== Problem to solve ==
For the records below, give the count of lines holding the word "screen" and nothing more.

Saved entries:
※

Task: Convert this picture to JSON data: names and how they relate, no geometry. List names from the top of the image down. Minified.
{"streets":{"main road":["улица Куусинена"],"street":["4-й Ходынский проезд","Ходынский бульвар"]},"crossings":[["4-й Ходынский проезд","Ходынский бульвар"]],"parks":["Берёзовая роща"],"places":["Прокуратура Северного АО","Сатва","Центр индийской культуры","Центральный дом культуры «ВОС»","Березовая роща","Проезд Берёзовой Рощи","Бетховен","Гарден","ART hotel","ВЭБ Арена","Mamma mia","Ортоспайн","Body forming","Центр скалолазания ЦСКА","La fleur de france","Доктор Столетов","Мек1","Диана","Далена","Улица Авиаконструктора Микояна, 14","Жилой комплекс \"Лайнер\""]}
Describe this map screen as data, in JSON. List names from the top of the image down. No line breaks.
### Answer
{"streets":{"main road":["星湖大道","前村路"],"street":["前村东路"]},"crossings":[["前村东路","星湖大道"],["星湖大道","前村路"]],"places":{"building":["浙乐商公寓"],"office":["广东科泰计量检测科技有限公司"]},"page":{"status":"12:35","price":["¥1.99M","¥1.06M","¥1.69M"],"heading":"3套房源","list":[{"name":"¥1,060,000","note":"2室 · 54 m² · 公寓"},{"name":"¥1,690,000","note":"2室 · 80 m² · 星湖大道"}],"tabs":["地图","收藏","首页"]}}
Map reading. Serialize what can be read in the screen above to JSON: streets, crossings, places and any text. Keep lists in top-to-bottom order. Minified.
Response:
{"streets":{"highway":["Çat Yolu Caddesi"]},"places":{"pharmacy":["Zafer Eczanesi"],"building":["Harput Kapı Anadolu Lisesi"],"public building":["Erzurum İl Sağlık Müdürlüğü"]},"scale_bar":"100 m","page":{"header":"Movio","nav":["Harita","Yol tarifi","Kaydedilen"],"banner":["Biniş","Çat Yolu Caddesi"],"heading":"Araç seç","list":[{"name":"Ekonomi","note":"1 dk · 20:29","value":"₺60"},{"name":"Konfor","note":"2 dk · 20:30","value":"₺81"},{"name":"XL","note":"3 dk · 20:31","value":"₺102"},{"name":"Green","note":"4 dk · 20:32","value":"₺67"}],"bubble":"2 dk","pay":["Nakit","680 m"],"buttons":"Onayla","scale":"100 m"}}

※

== Reply ==
2